[Opening Supplied entries section]

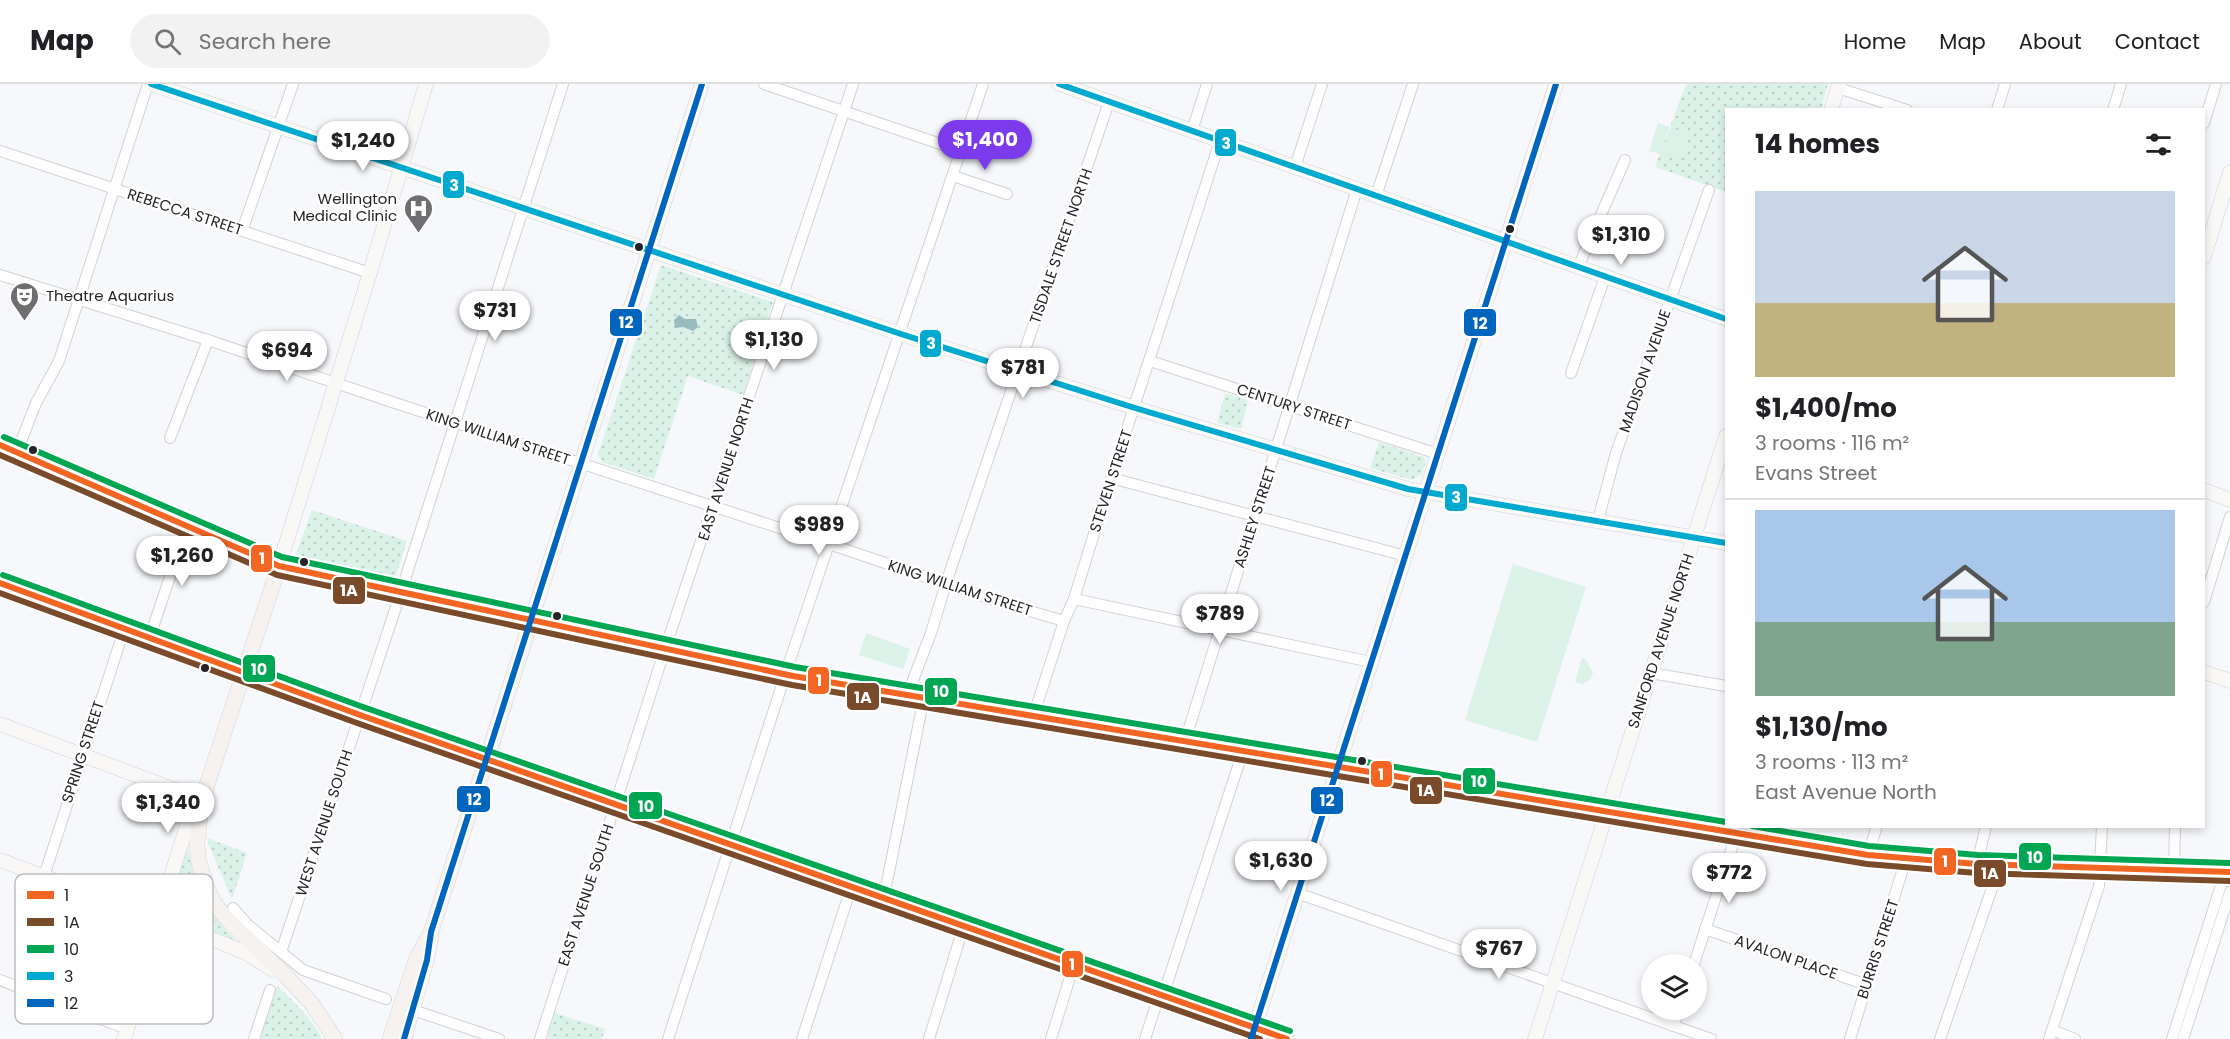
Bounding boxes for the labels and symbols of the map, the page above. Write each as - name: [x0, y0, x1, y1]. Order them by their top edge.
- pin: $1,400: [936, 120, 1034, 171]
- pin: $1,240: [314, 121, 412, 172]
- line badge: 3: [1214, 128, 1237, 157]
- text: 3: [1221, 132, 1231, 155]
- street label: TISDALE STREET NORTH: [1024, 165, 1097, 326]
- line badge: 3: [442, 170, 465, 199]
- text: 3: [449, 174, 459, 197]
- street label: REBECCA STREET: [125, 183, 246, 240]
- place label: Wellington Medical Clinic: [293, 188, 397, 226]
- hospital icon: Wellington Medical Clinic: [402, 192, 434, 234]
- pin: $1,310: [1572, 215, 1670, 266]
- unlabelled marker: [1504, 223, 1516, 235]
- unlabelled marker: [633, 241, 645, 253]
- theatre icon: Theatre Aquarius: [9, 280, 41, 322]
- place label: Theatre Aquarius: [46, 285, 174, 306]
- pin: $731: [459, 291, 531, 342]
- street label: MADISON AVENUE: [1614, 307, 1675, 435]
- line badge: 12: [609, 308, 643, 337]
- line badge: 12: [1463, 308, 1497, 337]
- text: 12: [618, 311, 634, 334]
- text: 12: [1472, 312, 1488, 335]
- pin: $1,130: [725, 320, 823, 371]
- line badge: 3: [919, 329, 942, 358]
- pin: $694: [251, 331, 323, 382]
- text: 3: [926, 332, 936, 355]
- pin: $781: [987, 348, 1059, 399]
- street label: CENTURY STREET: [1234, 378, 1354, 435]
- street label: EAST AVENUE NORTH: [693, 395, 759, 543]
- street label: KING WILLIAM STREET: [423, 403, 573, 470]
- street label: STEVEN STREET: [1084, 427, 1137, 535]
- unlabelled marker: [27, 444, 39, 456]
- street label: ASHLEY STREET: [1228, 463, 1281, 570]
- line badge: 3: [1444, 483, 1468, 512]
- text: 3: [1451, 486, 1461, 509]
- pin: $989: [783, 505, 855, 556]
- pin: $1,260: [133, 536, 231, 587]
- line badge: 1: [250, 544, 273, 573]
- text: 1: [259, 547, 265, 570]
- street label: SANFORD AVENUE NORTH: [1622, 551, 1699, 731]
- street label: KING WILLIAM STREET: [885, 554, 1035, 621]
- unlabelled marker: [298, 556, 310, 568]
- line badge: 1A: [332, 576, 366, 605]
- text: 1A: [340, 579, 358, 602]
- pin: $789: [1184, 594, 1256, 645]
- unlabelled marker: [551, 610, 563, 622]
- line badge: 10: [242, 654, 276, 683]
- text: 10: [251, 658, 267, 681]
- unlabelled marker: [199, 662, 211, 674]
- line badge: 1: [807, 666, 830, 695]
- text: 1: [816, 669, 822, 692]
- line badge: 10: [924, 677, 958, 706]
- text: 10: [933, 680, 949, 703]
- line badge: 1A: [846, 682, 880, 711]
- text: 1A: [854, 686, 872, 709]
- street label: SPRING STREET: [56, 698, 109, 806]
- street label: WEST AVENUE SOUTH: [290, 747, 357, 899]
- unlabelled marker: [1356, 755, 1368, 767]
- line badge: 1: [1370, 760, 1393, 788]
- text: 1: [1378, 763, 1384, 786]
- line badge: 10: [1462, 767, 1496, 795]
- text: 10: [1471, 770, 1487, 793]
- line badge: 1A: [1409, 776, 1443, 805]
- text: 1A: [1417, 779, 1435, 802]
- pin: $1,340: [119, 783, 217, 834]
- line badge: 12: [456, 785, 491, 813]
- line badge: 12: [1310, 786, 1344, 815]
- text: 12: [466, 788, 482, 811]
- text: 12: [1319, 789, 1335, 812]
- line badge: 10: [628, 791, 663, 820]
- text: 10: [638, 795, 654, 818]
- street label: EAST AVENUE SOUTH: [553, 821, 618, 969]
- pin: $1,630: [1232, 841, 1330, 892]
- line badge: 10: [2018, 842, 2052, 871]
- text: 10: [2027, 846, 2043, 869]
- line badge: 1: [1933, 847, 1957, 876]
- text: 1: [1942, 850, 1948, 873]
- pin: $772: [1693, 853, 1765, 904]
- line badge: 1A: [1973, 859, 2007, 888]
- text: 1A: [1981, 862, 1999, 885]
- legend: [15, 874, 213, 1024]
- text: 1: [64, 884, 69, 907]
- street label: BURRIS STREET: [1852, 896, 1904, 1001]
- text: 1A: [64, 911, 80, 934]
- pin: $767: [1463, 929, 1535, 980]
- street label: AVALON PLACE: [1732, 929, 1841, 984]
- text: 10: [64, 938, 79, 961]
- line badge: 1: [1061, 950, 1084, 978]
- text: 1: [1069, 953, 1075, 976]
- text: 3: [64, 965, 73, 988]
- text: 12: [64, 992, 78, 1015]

[Closing Supplied entries section]

Assignment
Each entry must be reproduced word for word, and any image among them left out.

Written response
Bounding boxes for the labels and symbols of the map, the page above. Write each as - name: [x0, y0, x1, y1]. Order them by their top edge.
- pin: $1,400: [936, 120, 1034, 171]
- pin: $1,240: [314, 121, 412, 172]
- line badge: 3: [1214, 128, 1237, 157]
- text: 3: [1221, 132, 1231, 155]
- street label: TISDALE STREET NORTH: [1024, 165, 1097, 326]
- line badge: 3: [442, 170, 465, 199]
- text: 3: [449, 174, 459, 197]
- street label: REBECCA STREET: [125, 183, 246, 240]
- place label: Wellington Medical Clinic: [293, 188, 397, 226]
- hospital icon: Wellington Medical Clinic: [402, 192, 434, 234]
- pin: $1,310: [1572, 215, 1670, 266]
- unlabelled marker: [1504, 223, 1516, 235]
- unlabelled marker: [633, 241, 645, 253]
- theatre icon: Theatre Aquarius: [9, 280, 41, 322]
- place label: Theatre Aquarius: [46, 285, 174, 306]
- pin: $731: [459, 291, 531, 342]
- street label: MADISON AVENUE: [1614, 307, 1675, 435]
- line badge: 12: [609, 308, 643, 337]
- line badge: 12: [1463, 308, 1497, 337]
- text: 12: [618, 311, 634, 334]
- text: 12: [1472, 312, 1488, 335]
- pin: $1,130: [725, 320, 823, 371]
- line badge: 3: [919, 329, 942, 358]
- pin: $694: [251, 331, 323, 382]
- text: 3: [926, 332, 936, 355]
- pin: $781: [987, 348, 1059, 399]
- street label: CENTURY STREET: [1234, 378, 1354, 435]
- street label: EAST AVENUE NORTH: [693, 395, 759, 543]
- street label: KING WILLIAM STREET: [423, 403, 573, 470]
- street label: STEVEN STREET: [1084, 427, 1137, 535]
- unlabelled marker: [27, 444, 39, 456]
- street label: ASHLEY STREET: [1228, 463, 1281, 570]
- line badge: 3: [1444, 483, 1468, 512]
- text: 3: [1451, 486, 1461, 509]
- pin: $989: [783, 505, 855, 556]
- pin: $1,260: [133, 536, 231, 587]
- line badge: 1: [250, 544, 273, 573]
- text: 1: [259, 547, 265, 570]
- street label: SANFORD AVENUE NORTH: [1622, 551, 1699, 731]
- street label: KING WILLIAM STREET: [885, 554, 1035, 621]
- unlabelled marker: [298, 556, 310, 568]
- line badge: 1A: [332, 576, 366, 605]
- text: 1A: [340, 579, 358, 602]
- pin: $789: [1184, 594, 1256, 645]
- unlabelled marker: [551, 610, 563, 622]
- line badge: 10: [242, 654, 276, 683]
- text: 10: [251, 658, 267, 681]
- unlabelled marker: [199, 662, 211, 674]
- line badge: 1: [807, 666, 830, 695]
- text: 1: [816, 669, 822, 692]
- line badge: 10: [924, 677, 958, 706]
- text: 10: [933, 680, 949, 703]
- line badge: 1A: [846, 682, 880, 711]
- text: 1A: [854, 686, 872, 709]
- street label: SPRING STREET: [56, 698, 109, 806]
- street label: WEST AVENUE SOUTH: [290, 747, 357, 899]
- unlabelled marker: [1356, 755, 1368, 767]
- line badge: 1: [1370, 760, 1393, 788]
- text: 1: [1378, 763, 1384, 786]
- line badge: 10: [1462, 767, 1496, 795]
- text: 10: [1471, 770, 1487, 793]
- line badge: 1A: [1409, 776, 1443, 805]
- text: 1A: [1417, 779, 1435, 802]
- pin: $1,340: [119, 783, 217, 834]
- line badge: 12: [456, 785, 491, 813]
- line badge: 12: [1310, 786, 1344, 815]
- text: 12: [466, 788, 482, 811]
- text: 12: [1319, 789, 1335, 812]
- line badge: 10: [628, 791, 663, 820]
- text: 10: [638, 795, 654, 818]
- street label: EAST AVENUE SOUTH: [553, 821, 618, 969]
- pin: $1,630: [1232, 841, 1330, 892]
- line badge: 10: [2018, 842, 2052, 871]
- text: 10: [2027, 846, 2043, 869]
- line badge: 1: [1933, 847, 1957, 876]
- text: 1: [1942, 850, 1948, 873]
- pin: $772: [1693, 853, 1765, 904]
- line badge: 1A: [1973, 859, 2007, 888]
- text: 1A: [1981, 862, 1999, 885]
- legend: [15, 874, 213, 1024]
- text: 1: [64, 884, 69, 907]
- street label: BURRIS STREET: [1852, 896, 1904, 1001]
- text: 1A: [64, 911, 80, 934]
- pin: $767: [1463, 929, 1535, 980]
- street label: AVALON PLACE: [1732, 929, 1841, 984]
- text: 10: [64, 938, 79, 961]
- line badge: 1: [1061, 950, 1084, 978]
- text: 1: [1069, 953, 1075, 976]
- text: 3: [64, 965, 73, 988]
- text: 12: [64, 992, 78, 1015]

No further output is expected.